Alaric B Snell alaric@alaric-snell.com
Thu Oct 2 09:03:02 2003


Lynn H. Maxson wrote:
> Alaric B. Snell writes:
> "... Very early on, languages were designed that had 'easy 
> syntax'. At the time there were no GUIs per se, so they 
> instead made it look like English, and you wrote it on special 
> paper that had the columns labelled to make it easier. It was 
> quick to learn.  It was called COBOL, Common Business 
> Oriented Language, and it was couched in terms that 
> managers and file clerks and so on would understand, so they 
> could write their own database applications. SQL, likewise, 
> was apparently designed as a simple 'non-technical' language 
> for business types to query databases.

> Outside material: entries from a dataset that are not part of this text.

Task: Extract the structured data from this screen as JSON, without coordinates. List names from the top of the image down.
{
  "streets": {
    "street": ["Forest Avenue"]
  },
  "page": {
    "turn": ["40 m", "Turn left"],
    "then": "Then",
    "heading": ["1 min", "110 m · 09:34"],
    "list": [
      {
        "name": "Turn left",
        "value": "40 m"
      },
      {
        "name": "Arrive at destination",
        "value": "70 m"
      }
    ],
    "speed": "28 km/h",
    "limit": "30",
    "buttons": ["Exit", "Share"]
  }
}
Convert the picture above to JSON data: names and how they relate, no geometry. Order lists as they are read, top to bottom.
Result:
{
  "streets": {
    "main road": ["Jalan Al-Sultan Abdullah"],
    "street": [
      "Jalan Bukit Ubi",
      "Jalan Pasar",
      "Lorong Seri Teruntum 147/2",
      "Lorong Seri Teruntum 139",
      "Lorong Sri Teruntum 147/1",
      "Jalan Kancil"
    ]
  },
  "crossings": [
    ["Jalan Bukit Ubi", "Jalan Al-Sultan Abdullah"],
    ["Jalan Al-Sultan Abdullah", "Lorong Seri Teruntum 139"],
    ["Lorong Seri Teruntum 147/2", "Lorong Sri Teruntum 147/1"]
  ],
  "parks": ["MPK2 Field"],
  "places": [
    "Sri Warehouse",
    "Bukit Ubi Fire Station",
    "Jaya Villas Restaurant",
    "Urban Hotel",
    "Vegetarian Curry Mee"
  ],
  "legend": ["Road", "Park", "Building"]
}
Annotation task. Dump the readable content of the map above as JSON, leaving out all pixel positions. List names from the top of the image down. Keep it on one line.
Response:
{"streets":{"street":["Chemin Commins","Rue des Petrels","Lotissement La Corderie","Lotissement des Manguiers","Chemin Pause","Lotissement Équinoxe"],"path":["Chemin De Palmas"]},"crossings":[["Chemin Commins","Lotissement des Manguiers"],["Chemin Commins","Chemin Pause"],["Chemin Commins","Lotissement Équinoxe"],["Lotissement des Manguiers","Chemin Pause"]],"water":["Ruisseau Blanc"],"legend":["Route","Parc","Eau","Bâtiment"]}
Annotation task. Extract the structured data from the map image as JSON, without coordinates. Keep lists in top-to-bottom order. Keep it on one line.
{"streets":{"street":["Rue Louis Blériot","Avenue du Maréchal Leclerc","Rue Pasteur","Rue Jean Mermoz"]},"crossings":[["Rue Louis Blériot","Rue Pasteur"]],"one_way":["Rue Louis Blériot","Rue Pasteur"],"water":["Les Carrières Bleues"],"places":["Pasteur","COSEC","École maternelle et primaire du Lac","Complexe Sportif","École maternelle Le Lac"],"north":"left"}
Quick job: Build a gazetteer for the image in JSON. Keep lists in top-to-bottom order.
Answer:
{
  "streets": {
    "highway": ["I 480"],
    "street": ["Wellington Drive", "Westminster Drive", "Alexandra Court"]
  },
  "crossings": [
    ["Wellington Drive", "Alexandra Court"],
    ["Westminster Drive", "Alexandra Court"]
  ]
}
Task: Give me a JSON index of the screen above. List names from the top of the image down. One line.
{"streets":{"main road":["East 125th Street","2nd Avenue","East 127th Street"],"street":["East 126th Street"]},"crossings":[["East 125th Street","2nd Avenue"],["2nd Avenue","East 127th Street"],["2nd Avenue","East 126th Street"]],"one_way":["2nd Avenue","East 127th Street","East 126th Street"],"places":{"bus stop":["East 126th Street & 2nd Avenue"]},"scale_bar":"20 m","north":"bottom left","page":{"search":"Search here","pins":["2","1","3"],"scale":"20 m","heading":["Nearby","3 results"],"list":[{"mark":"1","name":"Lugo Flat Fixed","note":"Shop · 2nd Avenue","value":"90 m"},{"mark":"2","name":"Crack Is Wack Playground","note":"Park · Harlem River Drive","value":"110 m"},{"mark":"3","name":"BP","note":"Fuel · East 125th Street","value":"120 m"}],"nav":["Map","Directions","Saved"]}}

Yet both COBOL and 
> SQL, today, are things you hire an expensive person with a 
> degree to do. ..."
> 
> I admired the tone of this response up until I got into this part.   
> I have to protest mixing apples and oranges, COBOL and SQL.  
> If COBOL programmers seem expensive, it's a matter of 
> demand exceeding supply: sheer economics.  SQL is all over 
> the place as probably the most use database languge in the 
> world.

I agree - my point was more that despite the efforts to use friendly 
sounding long names in COBOL and SQL rather than terse symbols, neither 
of them ended up being accessible to laymen in the long run, because 
software is complex for reasons other than the syntax of the language.

> If you want simple syntax, you don't pick COBOL.  You pick 
> PL/I where "every" program element is a statement and 
> "every" statement ends in a semi-colon.   COBOL sytax, 
> leading to the frequent search for the "missing period", while 
> no means hard to learn does have some pitfalls.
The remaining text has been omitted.